## STORED DATA

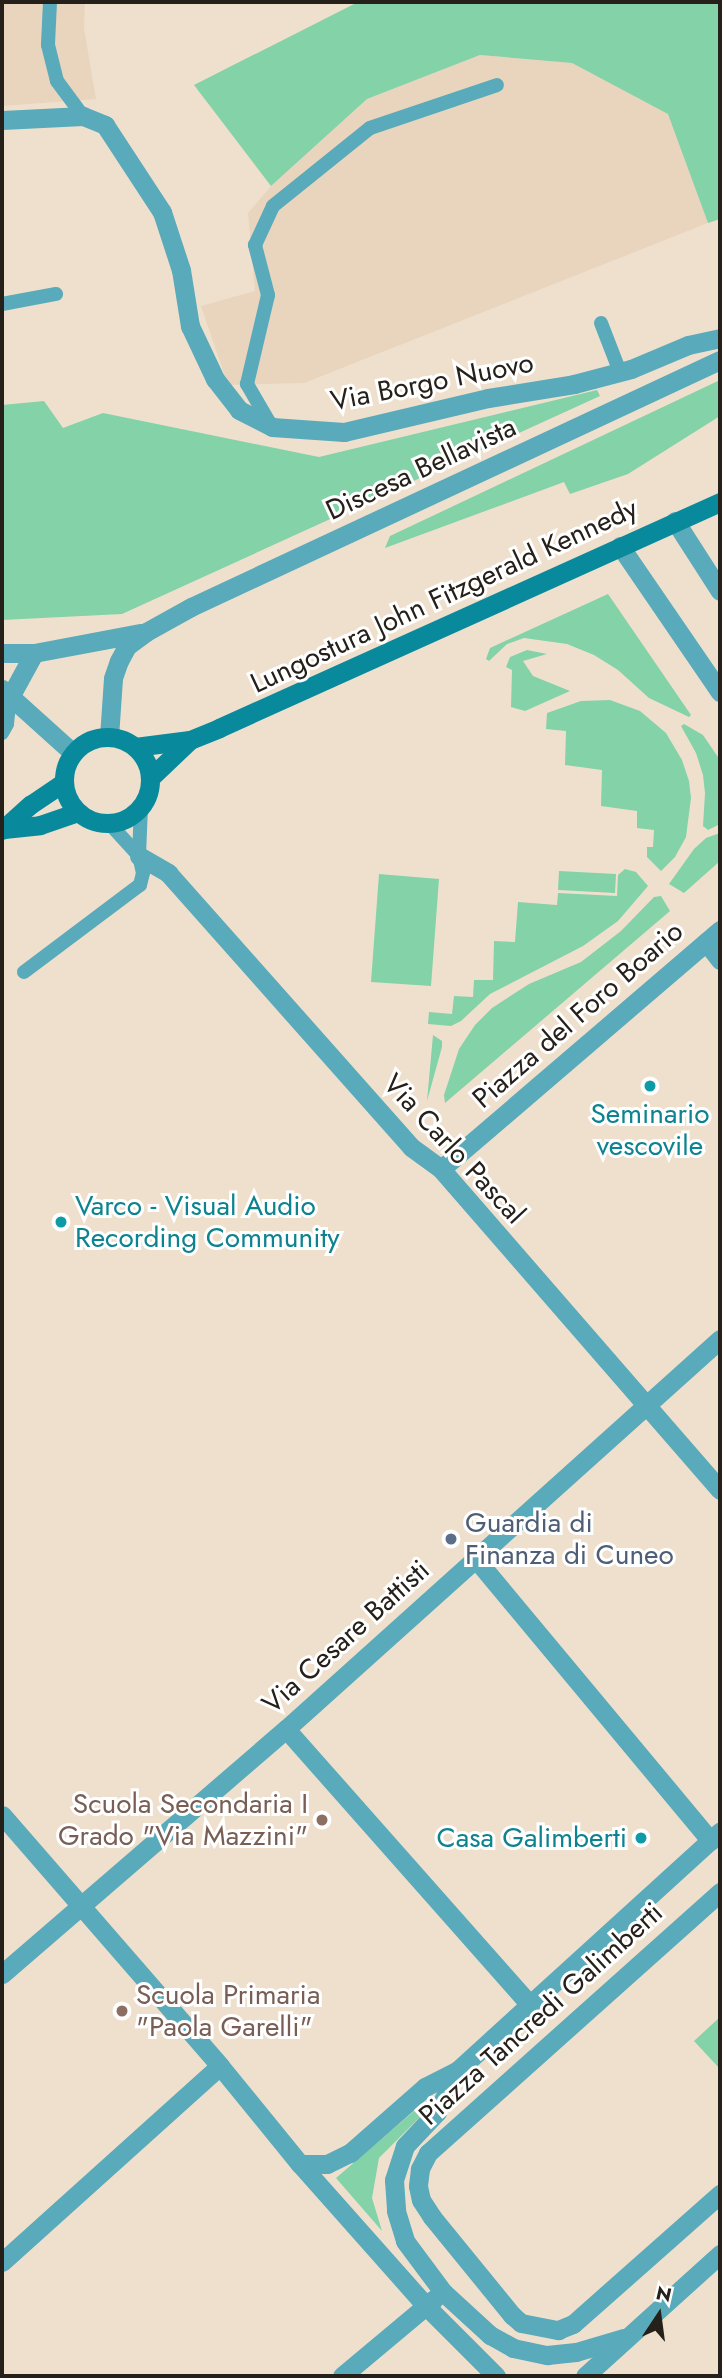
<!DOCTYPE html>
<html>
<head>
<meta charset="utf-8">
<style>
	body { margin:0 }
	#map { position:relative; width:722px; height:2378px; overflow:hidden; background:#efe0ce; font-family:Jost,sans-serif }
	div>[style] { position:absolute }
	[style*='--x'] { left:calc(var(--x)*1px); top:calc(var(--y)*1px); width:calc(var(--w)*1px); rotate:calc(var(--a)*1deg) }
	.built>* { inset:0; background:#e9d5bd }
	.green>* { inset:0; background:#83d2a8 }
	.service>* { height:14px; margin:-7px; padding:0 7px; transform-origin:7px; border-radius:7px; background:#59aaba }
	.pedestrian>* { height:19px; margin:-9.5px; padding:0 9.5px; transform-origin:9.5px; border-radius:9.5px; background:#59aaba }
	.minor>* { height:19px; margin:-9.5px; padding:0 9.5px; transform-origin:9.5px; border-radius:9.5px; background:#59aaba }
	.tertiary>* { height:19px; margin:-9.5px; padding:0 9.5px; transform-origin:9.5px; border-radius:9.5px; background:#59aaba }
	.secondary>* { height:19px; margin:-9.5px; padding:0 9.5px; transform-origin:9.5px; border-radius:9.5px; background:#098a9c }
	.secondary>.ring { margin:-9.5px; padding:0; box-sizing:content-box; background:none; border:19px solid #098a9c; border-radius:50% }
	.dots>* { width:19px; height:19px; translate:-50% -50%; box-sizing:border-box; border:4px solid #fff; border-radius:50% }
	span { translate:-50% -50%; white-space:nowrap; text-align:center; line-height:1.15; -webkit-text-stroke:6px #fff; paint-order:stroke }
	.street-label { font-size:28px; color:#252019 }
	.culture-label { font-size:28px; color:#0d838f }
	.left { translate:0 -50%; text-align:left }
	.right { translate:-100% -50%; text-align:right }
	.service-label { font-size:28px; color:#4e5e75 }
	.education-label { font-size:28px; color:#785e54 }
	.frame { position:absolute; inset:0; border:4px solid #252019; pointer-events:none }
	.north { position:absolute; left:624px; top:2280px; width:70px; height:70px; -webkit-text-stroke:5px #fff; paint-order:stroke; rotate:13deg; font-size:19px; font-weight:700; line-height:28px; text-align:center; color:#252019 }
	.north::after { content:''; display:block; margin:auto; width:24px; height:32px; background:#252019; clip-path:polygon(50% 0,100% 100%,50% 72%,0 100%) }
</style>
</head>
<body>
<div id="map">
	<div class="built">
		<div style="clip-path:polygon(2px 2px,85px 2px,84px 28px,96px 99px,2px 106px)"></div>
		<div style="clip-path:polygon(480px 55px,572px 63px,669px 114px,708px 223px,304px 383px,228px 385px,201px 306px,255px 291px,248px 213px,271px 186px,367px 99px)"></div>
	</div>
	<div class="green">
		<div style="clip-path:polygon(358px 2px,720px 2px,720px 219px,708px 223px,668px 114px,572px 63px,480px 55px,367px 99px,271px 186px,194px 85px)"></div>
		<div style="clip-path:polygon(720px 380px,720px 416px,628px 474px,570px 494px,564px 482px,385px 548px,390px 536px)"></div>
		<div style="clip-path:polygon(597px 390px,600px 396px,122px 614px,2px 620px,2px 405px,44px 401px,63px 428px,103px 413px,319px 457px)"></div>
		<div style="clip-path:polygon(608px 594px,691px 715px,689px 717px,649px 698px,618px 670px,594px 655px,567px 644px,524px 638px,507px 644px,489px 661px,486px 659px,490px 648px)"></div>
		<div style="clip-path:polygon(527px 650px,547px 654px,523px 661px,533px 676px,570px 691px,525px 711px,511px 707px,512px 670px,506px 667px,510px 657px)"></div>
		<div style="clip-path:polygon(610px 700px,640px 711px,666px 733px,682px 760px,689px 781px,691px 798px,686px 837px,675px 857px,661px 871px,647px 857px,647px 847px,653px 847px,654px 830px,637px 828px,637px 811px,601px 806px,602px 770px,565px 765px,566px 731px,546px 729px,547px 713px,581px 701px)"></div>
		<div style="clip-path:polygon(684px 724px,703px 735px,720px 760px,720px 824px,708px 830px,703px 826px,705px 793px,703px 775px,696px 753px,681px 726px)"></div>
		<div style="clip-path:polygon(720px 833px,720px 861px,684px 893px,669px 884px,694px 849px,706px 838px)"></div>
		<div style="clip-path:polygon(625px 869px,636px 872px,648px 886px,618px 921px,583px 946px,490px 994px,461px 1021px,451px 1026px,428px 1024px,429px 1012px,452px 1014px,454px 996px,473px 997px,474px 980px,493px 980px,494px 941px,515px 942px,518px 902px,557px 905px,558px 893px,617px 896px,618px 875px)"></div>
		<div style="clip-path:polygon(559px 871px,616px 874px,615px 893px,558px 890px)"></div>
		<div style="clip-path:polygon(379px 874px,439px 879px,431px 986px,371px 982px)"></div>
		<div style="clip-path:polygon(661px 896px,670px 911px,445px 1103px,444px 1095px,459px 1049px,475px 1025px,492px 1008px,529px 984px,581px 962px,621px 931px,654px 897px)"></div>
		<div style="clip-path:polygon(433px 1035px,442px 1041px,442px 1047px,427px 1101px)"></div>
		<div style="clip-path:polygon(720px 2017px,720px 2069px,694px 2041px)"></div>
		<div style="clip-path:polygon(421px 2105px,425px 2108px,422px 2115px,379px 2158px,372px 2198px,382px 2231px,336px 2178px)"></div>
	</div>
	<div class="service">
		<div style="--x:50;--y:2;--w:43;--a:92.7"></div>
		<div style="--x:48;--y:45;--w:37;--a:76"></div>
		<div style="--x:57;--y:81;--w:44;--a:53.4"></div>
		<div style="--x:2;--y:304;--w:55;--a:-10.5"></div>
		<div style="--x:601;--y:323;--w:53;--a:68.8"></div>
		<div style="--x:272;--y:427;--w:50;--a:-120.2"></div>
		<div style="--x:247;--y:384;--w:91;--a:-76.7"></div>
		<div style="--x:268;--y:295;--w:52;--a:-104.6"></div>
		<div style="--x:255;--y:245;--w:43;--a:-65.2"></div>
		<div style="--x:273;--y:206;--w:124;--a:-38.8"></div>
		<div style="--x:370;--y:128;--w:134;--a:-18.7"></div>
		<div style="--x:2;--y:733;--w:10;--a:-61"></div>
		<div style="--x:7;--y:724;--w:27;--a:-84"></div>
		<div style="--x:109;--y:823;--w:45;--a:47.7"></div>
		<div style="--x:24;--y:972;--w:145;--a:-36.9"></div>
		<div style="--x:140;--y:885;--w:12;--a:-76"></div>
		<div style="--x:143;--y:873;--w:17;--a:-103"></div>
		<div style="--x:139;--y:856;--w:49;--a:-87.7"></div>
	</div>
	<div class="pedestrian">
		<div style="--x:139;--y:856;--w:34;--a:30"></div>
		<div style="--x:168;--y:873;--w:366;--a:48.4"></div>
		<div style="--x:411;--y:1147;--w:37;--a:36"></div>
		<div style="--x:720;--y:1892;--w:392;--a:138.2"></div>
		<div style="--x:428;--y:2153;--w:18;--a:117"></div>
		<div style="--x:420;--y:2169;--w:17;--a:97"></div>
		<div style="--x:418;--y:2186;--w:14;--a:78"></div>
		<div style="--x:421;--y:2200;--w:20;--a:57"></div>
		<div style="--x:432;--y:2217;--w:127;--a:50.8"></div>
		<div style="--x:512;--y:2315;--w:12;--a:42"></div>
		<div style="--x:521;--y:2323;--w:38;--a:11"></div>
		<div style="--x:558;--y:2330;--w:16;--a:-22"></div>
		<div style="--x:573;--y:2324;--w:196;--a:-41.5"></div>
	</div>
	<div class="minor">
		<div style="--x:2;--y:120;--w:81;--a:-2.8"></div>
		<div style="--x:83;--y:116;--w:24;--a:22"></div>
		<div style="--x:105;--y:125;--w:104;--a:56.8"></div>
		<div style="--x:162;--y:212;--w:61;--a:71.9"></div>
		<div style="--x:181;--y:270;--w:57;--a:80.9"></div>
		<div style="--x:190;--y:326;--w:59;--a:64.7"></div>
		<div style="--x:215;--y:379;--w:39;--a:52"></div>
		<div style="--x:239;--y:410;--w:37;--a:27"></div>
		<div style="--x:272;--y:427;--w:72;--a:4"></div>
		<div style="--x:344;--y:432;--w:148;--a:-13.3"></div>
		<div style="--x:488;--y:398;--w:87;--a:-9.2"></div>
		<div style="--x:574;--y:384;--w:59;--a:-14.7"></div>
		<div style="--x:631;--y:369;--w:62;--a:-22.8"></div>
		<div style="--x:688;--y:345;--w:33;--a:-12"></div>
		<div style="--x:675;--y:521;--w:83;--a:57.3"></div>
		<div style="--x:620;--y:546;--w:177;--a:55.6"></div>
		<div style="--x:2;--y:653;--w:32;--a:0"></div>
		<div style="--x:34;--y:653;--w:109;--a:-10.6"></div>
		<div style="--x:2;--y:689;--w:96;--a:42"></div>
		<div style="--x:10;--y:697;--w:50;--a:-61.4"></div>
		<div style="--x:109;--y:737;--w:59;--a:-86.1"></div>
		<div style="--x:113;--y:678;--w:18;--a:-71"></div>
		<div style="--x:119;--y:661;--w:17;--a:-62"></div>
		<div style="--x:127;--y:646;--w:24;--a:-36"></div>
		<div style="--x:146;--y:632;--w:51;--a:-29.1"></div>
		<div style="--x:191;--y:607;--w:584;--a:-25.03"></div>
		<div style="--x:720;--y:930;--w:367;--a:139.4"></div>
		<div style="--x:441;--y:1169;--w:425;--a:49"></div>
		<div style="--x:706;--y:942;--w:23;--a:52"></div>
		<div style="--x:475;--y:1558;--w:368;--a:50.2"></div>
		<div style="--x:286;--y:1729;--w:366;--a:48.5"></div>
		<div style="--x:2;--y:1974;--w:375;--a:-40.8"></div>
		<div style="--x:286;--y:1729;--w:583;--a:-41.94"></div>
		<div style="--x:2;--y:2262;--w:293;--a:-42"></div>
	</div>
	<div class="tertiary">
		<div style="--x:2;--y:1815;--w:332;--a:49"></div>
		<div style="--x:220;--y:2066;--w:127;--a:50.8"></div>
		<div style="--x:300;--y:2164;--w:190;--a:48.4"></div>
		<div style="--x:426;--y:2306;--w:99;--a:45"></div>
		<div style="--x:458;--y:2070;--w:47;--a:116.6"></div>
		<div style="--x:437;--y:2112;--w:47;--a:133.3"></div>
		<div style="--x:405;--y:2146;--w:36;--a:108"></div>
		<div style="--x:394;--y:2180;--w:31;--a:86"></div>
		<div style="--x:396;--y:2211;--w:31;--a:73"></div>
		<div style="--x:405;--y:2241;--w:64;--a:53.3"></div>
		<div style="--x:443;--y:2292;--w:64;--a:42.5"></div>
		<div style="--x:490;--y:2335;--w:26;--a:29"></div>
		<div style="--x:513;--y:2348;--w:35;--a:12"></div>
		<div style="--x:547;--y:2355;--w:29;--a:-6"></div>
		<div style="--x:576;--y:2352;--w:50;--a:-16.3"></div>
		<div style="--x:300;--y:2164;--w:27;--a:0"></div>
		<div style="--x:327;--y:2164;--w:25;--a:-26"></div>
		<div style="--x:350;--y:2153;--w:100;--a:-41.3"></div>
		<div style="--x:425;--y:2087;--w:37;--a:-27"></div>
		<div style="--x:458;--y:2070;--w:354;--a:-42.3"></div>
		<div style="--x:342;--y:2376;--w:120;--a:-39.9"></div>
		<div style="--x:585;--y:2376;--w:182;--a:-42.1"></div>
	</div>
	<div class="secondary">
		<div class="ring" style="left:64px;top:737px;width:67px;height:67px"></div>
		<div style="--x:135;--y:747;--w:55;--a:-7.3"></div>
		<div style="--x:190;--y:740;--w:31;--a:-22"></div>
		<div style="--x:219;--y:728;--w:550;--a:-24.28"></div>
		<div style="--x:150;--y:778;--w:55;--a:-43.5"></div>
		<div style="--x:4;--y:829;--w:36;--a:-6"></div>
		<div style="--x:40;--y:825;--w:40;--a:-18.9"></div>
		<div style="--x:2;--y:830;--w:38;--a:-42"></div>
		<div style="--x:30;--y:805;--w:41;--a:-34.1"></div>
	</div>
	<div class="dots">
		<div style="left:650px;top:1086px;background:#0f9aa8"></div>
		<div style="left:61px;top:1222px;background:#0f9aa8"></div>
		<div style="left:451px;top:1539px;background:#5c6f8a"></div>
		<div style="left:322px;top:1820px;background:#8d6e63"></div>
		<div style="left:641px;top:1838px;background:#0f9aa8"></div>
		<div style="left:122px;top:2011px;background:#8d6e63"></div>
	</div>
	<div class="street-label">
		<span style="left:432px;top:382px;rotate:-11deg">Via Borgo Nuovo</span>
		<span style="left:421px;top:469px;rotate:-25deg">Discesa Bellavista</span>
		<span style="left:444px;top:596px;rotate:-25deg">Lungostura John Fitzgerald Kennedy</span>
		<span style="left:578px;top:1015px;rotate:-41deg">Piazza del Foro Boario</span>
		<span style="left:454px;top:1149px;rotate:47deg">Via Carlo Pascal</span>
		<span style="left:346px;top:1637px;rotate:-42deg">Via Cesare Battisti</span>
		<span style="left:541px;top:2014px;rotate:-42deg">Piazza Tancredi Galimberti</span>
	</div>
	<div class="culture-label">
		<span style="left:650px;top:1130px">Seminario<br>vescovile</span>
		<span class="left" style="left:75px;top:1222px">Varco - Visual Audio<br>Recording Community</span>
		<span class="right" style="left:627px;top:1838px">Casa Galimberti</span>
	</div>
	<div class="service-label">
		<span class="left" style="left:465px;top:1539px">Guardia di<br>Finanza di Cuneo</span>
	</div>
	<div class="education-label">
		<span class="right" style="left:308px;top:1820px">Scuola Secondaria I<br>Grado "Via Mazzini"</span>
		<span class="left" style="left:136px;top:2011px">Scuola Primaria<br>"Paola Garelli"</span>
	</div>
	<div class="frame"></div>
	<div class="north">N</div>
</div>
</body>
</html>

## TASK DESCRIPTION
Starting from the line containing "di<br>Finanza di Cuneo</span>" and ending with the final line of the data, reproduce each line exactly as it appears, including no other lines.

## ANSWER AREA
		<span class="left" style="left:465px;top:1539px">Guardia di<br>Finanza di Cuneo</span>
	</div>
	<div class="education-label">
		<span class="right" style="left:308px;top:1820px">Scuola Secondaria I<br>Grado "Via Mazzini"</span>
		<span class="left" style="left:136px;top:2011px">Scuola Primaria<br>"Paola Garelli"</span>
	</div>
	<div class="frame"></div>
	<div class="north">N</div>
</div>
</body>
</html>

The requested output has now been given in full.